__What to do__:
Go through the data and copy each line where the string "structured" appears.

__Records for processing__:
--*--

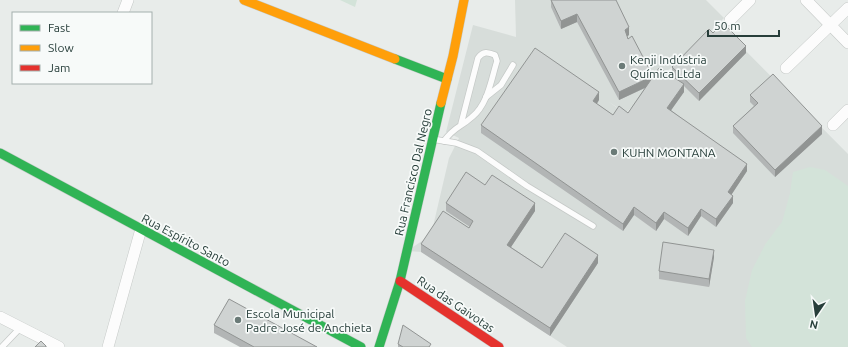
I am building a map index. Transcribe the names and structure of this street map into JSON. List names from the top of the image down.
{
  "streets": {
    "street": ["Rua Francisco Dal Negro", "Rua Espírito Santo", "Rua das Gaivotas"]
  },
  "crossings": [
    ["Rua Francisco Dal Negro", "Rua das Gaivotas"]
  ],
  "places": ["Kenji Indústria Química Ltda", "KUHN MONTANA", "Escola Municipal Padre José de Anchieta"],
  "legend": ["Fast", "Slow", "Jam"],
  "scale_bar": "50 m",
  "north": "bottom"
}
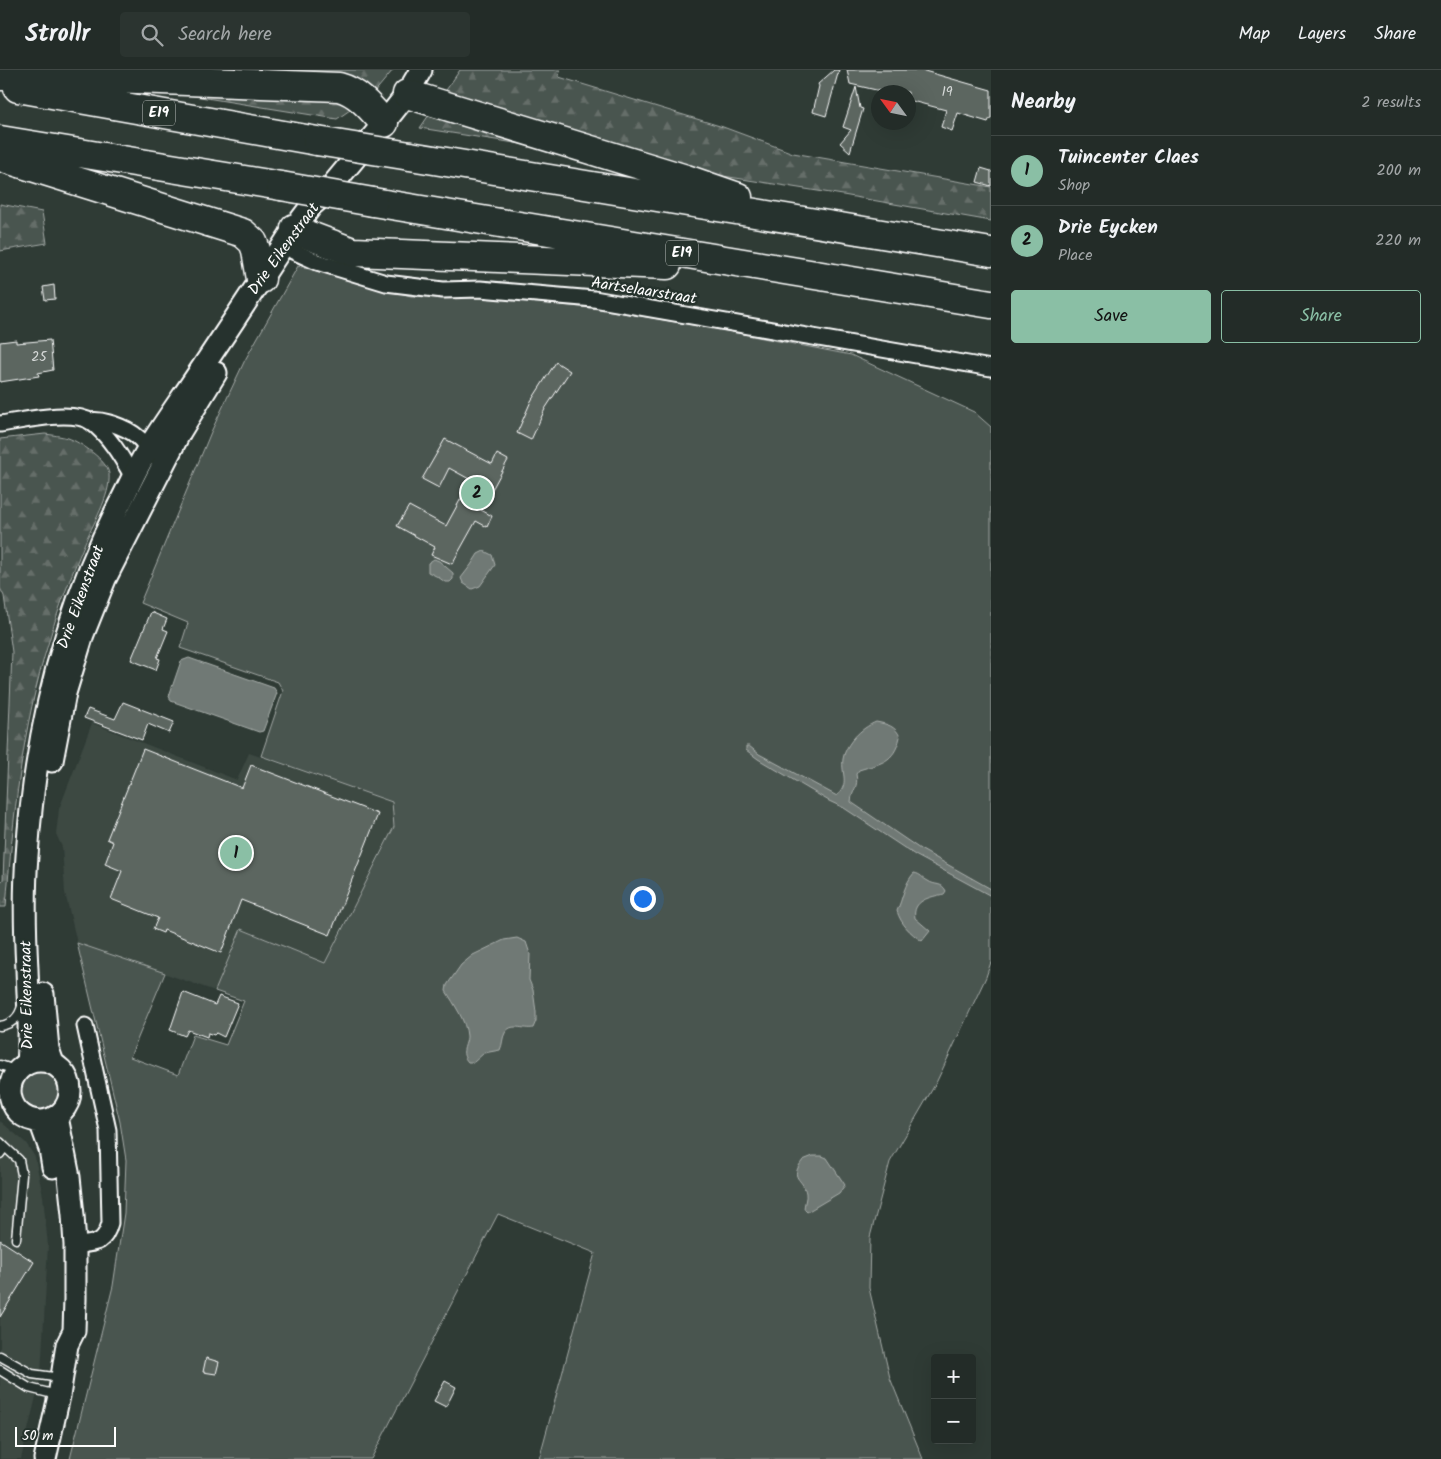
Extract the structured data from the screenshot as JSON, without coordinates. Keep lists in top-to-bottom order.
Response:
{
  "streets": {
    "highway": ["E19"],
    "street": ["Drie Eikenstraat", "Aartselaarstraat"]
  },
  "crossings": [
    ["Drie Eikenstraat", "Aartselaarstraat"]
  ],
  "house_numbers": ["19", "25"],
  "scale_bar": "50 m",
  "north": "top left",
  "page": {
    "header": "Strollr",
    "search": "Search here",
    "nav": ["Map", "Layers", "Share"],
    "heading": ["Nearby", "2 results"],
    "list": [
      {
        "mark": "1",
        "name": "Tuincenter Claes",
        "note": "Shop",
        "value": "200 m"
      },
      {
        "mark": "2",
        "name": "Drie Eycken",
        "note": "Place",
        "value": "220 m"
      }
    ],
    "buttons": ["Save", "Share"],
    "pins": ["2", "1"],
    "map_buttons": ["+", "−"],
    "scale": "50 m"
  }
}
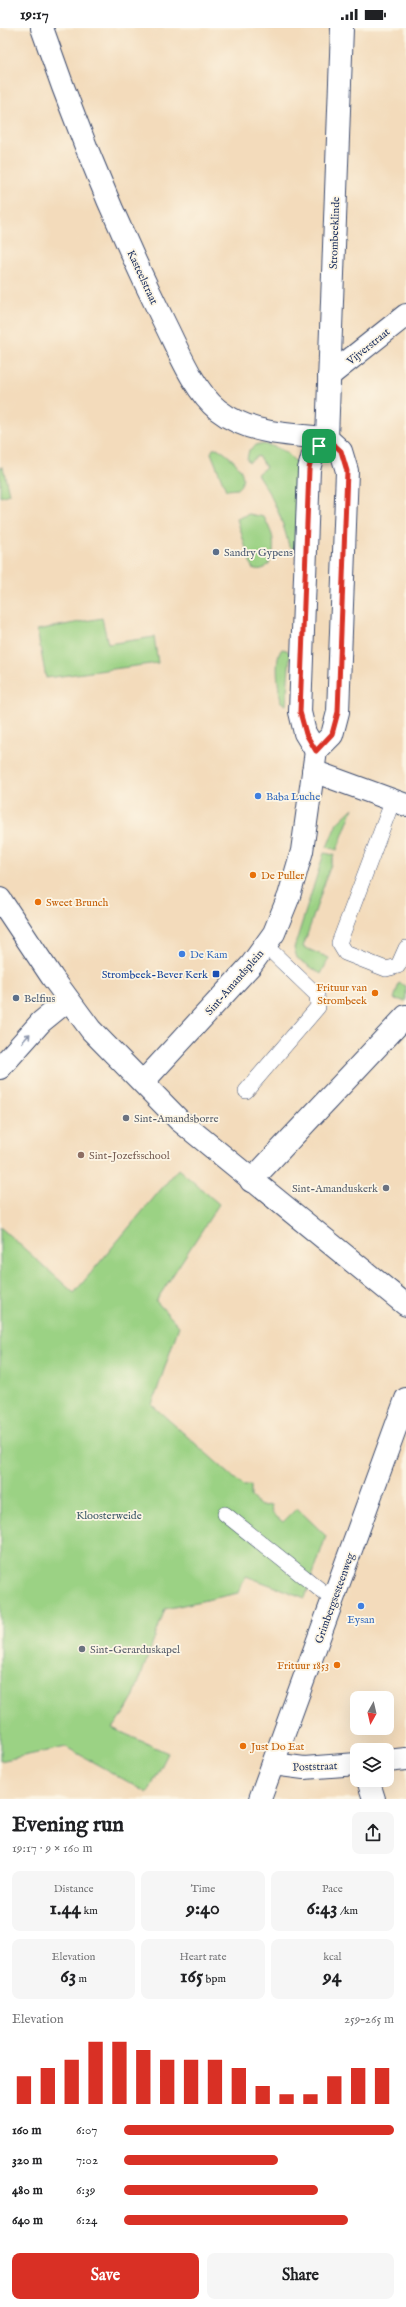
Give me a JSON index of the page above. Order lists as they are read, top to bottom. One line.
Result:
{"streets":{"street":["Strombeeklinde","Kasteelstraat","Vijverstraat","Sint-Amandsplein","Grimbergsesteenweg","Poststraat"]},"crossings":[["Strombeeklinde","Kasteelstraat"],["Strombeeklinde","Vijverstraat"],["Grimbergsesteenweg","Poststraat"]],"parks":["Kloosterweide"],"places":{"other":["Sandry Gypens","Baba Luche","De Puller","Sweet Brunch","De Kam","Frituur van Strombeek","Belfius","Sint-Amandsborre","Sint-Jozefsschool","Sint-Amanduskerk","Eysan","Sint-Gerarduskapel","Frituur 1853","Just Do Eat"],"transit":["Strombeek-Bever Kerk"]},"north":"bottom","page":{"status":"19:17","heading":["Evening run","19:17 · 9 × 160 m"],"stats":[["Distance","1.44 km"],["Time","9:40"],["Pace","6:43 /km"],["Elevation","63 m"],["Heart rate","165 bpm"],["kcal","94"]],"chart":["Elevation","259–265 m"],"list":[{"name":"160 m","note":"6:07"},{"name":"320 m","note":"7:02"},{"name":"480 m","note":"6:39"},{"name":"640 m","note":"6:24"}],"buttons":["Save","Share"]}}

--*--

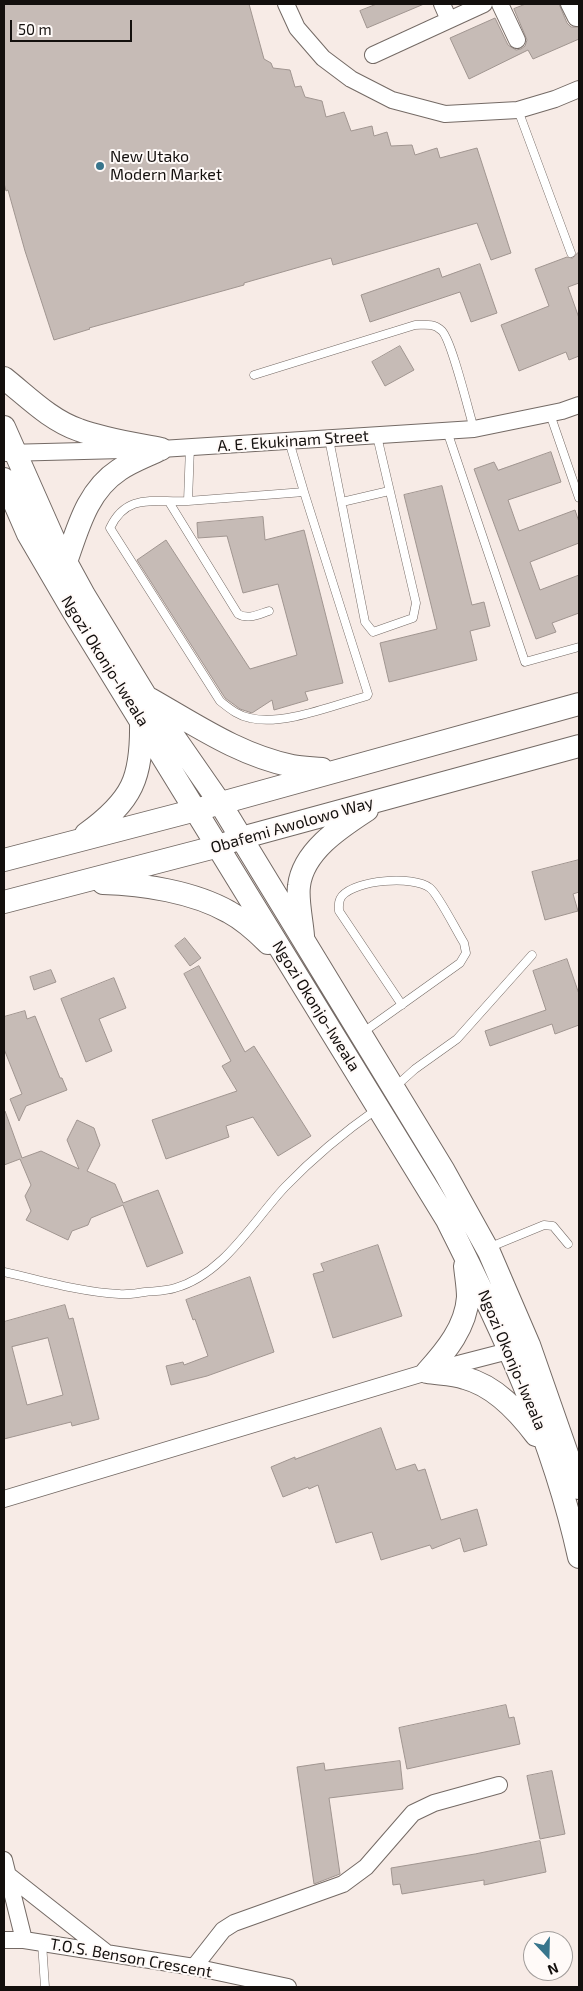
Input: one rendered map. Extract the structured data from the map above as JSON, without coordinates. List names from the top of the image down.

--*--

__Solution for this exercise__:
Extract the structured data from the screenshot as JSON, without coordinates. Keep lists in top-to-bottom order.
Input: one rendered map. Extract the structured data from the map above as JSON, without coordinates. List names from the top of the image down.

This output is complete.